Given that traditional medical practitioners had no cure for whatever blighted her existence through the 1910s and 1920s, it is understandable that Margaret sought other voices who might provide some hope. She chose to resort to prayer, and became a Christian Scientist. Whether this brought her comfort is impossible to say from the perspective of the 21st Century. Perhaps it did. As a medical strategy, it was ineffective. Margaret perished at thirty-five years of age on 6 September 1933. The event occurred at Altadena Hospital, which leads to the question, did Margaret at the end waver from her beliefs? The day of her admission was the fifth. It could be she had already slipped into unconsciousness and it was her mother who decided to seek out the help of standard doctors and nurses. A far more troubling question is, did Margaret inadvertently cause her own early demise? The cyst was not cancerous. Presumably it could have been operated on. Surgery was not as safe in the 1930s as it became later in the era of antibiotics, but anesthesia and sterile operating-room protocols were mature sciences by then, and Margaret would have had a decent chance of recovery if the operation had occurred before the cyst grew massive.

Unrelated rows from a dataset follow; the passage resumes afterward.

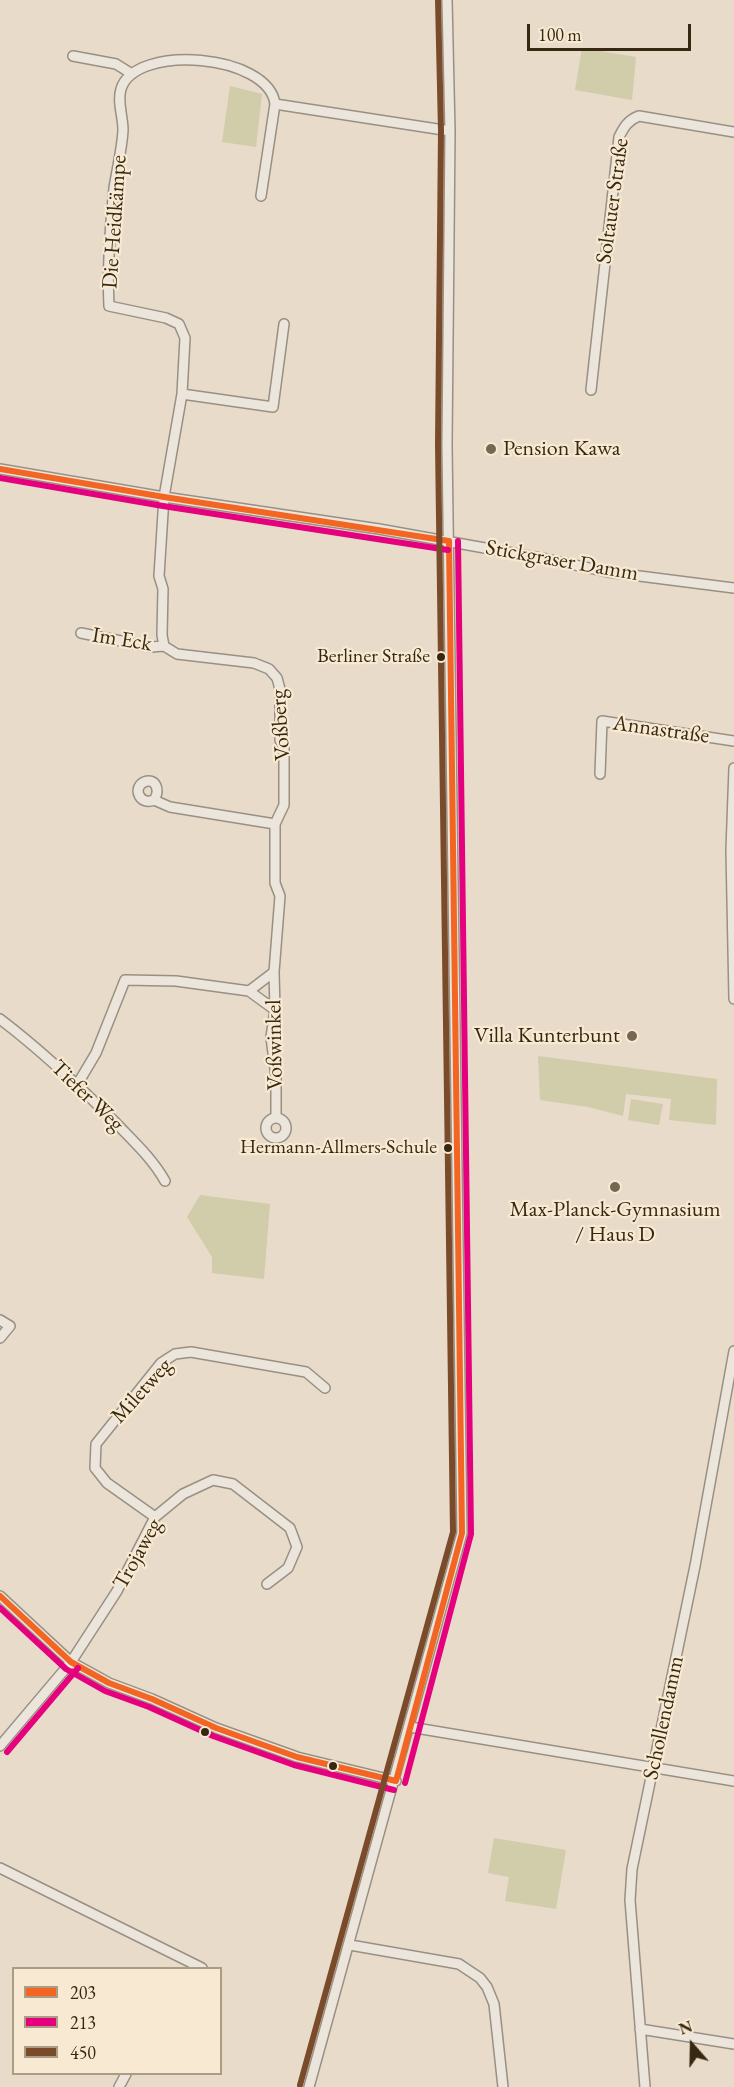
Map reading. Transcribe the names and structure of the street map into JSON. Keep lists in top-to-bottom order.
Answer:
{
  "streets": {
    "street": [
      "Soltauer Straße",
      "Die Heidkämpe",
      "Stickgraser Damm",
      "Im Eck",
      "Voßberg",
      "Annastraße",
      "Voßwinkel",
      "Tiefer Weg",
      "Miletweg",
      "Trojaweg",
      "Schollendamm"
    ]
  },
  "crossings": [
    ["Die Heidkämpe", "Stickgraser Damm"],
    ["Im Eck", "Voßberg"],
    ["Voßberg", "Voßwinkel"],
    ["Miletweg", "Trojaweg"]
  ],
  "places": [
    "Pension Kawa",
    "Berliner Straße",
    "Villa Kunterbunt",
    "Hermann-Allmers-Schule",
    "Max-Planck-Gymnasium / Haus D"
  ],
  "lines": ["transit line 450", "transit line 203", "transit line 213"],
  "legend": ["203", "213", "450"],
  "scale_bar": "100 m",
  "north": "top"
}
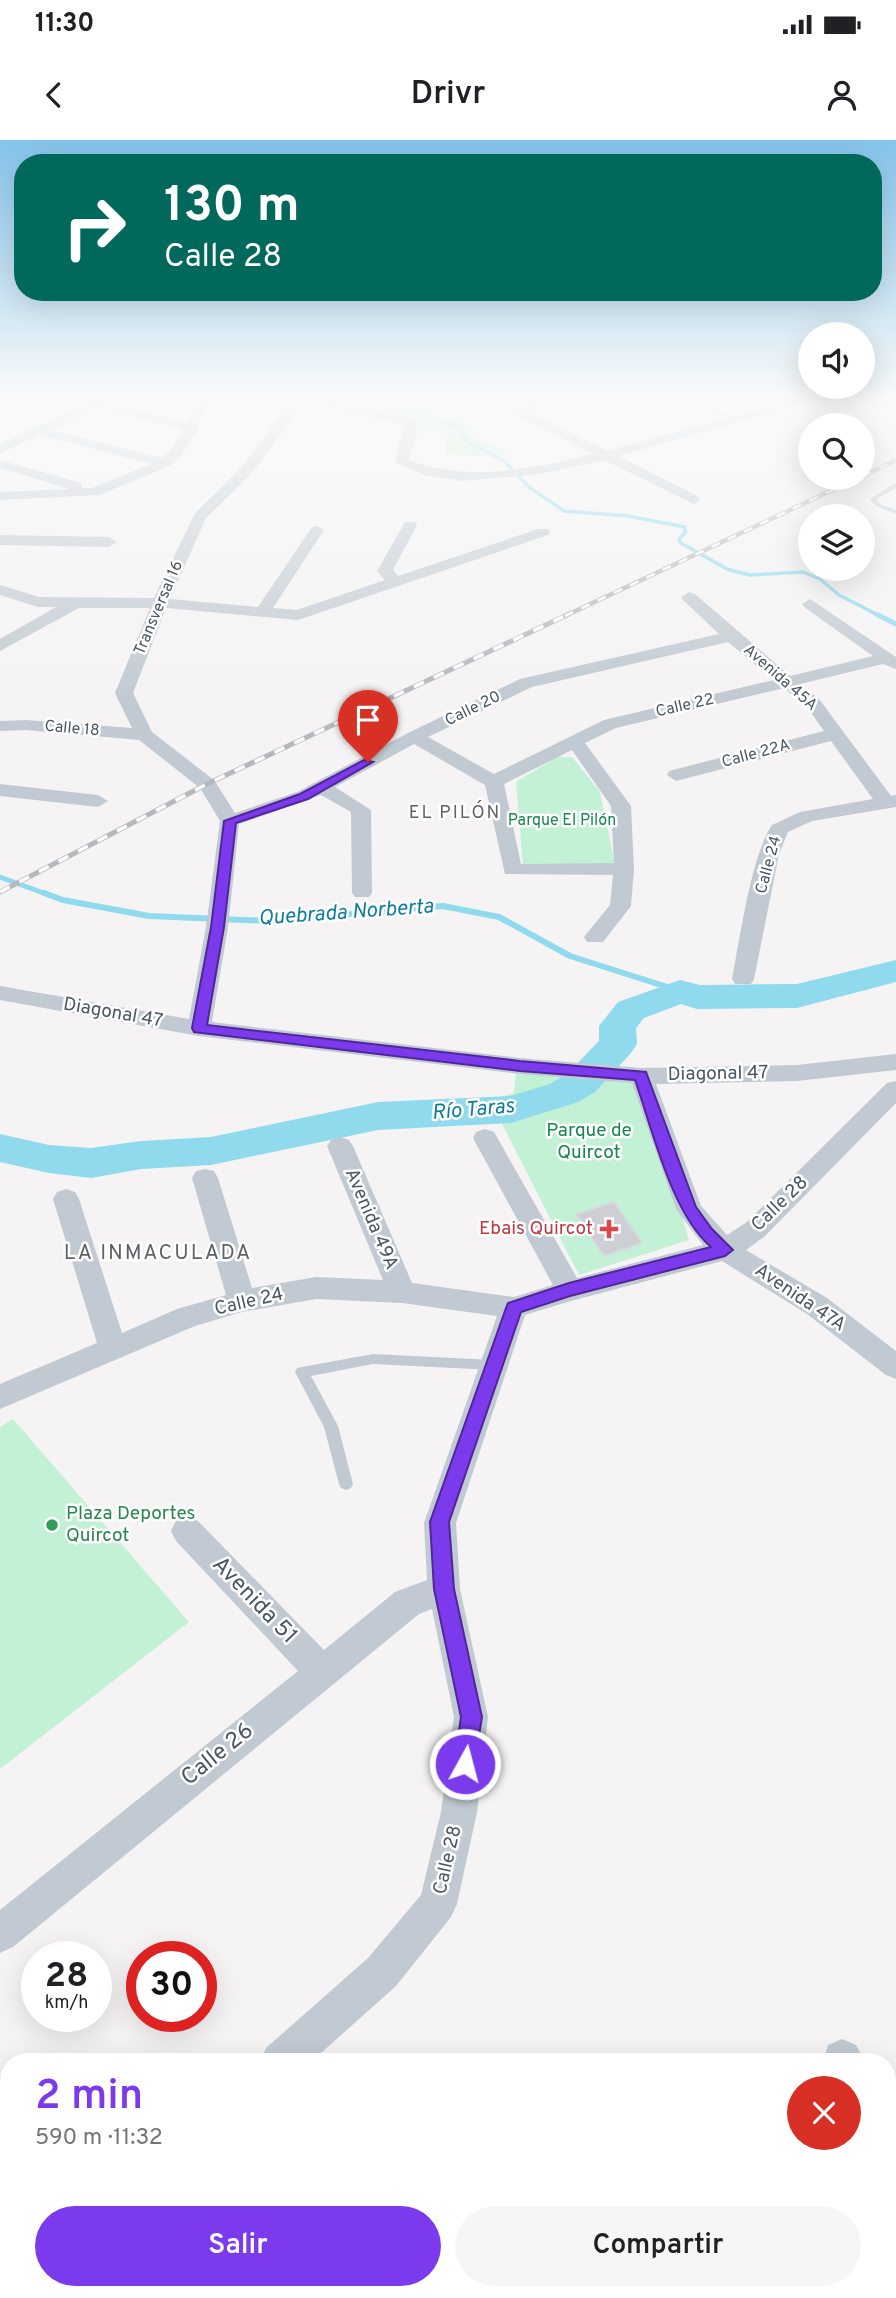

Did she know about the cyst? Had she been told it was inoperable, and that was what caused her to resort only to prayer? Or did she adopt Christian Science at an early point in her life, and then refuse to see a doctor the whole time the cyst was growing inside her, until it was too late to deal with the threat? Her chronic condition may have been something that would not haved killed her until she was middle-aged or even elderly. Perhaps as time goes on a piece of correspondence or a published article of some sort will turn up that gives the answers to these questions.

Margaret’s remains were laid to rest at Mountain View Cemetery, Altadena, Los Angeles County, CA. Her grave is beside those of many of her close kin.